LISTED ENTRIES:
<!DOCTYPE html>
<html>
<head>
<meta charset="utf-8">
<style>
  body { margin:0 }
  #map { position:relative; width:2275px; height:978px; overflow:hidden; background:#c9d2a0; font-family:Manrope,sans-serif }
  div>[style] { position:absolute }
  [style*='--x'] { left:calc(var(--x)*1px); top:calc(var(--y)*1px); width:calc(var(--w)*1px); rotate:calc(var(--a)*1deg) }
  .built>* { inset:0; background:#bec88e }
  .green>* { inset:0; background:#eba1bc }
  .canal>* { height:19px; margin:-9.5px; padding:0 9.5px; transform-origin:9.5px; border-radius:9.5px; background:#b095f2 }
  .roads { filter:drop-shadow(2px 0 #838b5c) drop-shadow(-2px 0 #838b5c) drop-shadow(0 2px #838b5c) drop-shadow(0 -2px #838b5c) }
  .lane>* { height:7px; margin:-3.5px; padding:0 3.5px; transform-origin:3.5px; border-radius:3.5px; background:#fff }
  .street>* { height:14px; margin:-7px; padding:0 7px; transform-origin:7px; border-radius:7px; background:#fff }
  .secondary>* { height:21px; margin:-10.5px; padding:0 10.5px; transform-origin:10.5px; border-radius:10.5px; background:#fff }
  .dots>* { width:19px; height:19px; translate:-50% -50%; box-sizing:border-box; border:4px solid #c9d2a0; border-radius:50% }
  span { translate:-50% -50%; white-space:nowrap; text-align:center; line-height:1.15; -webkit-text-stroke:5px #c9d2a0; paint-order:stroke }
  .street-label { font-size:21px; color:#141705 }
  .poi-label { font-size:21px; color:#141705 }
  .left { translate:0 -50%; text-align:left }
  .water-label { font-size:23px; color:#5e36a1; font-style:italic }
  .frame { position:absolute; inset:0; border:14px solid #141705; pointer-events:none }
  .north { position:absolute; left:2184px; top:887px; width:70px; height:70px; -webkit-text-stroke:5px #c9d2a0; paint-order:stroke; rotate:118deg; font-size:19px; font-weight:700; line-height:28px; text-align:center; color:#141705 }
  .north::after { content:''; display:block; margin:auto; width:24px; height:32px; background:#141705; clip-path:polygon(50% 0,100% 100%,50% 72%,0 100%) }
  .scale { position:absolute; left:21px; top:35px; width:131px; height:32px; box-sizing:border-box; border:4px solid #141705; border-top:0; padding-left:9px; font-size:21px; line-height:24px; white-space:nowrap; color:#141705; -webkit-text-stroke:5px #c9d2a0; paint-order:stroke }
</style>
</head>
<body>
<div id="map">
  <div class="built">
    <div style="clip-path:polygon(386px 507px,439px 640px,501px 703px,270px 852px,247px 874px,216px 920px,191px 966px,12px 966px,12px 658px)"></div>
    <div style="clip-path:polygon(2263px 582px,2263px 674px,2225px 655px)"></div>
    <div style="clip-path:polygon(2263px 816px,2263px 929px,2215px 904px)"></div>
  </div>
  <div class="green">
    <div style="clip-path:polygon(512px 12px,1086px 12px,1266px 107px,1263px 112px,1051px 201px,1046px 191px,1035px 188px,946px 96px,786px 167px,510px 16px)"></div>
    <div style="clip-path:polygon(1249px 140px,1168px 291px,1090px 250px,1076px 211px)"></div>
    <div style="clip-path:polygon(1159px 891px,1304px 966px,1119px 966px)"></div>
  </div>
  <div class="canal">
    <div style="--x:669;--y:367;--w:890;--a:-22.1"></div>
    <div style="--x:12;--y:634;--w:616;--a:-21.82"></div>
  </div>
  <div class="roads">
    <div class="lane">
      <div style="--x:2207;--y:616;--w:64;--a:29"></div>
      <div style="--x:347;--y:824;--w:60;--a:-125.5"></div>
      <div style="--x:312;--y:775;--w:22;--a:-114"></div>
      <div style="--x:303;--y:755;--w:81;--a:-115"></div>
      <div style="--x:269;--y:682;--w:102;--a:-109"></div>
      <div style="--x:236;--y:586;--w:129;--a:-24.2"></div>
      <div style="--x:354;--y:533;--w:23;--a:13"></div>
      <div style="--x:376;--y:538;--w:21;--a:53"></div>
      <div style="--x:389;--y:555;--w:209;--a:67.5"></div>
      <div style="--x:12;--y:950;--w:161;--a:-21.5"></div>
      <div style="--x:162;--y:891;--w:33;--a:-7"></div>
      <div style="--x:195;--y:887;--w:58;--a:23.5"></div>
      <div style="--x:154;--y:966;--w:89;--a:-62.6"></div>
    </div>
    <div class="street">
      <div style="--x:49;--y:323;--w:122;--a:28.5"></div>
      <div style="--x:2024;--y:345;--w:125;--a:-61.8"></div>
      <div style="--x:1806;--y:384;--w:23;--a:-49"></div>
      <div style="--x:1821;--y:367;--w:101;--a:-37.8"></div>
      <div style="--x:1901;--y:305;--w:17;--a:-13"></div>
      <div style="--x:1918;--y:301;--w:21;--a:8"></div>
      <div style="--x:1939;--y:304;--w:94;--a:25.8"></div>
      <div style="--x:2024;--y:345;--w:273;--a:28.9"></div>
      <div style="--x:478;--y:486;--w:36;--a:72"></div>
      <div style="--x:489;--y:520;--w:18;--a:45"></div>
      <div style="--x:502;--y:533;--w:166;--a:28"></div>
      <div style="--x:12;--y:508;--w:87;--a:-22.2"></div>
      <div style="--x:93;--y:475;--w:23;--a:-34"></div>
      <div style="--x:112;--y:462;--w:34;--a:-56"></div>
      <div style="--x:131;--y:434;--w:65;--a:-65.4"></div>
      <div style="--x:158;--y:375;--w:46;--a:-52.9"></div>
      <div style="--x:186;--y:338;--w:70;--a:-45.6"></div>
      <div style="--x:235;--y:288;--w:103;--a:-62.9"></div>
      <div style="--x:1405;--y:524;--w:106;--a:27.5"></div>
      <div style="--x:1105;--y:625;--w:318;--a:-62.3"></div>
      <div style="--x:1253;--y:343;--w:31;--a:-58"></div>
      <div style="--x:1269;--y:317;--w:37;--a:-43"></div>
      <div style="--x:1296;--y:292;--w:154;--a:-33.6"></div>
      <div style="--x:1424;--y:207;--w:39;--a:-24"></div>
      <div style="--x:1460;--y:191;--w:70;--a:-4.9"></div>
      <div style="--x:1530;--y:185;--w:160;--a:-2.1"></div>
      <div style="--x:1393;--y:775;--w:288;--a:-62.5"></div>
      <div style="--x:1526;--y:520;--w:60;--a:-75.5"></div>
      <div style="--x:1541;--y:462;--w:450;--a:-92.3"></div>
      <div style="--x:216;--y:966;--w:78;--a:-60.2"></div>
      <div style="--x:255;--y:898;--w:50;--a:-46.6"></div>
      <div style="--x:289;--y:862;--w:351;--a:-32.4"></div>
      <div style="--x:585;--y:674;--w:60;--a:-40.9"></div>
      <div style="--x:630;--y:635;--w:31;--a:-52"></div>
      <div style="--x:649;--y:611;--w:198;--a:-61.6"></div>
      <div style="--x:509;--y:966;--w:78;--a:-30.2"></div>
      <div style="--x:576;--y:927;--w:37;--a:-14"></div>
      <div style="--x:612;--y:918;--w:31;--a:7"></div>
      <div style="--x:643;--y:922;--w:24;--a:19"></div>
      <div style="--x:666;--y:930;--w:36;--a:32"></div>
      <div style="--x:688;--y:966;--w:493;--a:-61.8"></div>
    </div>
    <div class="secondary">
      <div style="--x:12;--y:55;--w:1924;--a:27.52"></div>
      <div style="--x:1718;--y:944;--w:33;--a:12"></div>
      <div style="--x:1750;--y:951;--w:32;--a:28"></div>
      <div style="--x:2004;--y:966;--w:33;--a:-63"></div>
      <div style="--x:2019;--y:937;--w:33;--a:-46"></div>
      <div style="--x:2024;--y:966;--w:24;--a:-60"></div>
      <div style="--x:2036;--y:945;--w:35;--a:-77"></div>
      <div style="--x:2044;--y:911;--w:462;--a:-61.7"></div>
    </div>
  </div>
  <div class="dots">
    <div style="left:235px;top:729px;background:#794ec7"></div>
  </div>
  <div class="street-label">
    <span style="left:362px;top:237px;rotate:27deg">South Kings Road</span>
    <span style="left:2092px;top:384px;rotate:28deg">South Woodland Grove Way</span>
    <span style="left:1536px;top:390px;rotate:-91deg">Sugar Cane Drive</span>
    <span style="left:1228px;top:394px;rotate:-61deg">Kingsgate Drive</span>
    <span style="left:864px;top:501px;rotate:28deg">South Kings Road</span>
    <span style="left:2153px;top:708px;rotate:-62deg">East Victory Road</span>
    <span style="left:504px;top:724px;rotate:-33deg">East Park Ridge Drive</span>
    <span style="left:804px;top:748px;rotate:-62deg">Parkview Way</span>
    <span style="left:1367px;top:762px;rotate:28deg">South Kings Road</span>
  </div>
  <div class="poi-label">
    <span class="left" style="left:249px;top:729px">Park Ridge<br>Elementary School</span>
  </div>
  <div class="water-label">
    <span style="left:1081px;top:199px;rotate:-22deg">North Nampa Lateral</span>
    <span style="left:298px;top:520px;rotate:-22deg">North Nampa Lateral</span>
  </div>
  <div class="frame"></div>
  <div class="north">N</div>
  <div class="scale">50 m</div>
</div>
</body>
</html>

WORK REQUEST: Everything from the line with "height:19px; margin:-9.5px; padding:0" through the line with "filter:drop-shadow(2px 0 #838b5c)" in the listing above must be retyped exactly, with nothing added.

FINAL ANSWER:
  .canal>* { height:19px; margin:-9.5px; padding:0 9.5px; transform-origin:9.5px; border-radius:9.5px; background:#b095f2 }
  .roads { filter:drop-shadow(2px 0 #838b5c) drop-shadow(-2px 0 #838b5c) drop-shadow(0 2px #838b5c) drop-shadow(0 -2px #838b5c) }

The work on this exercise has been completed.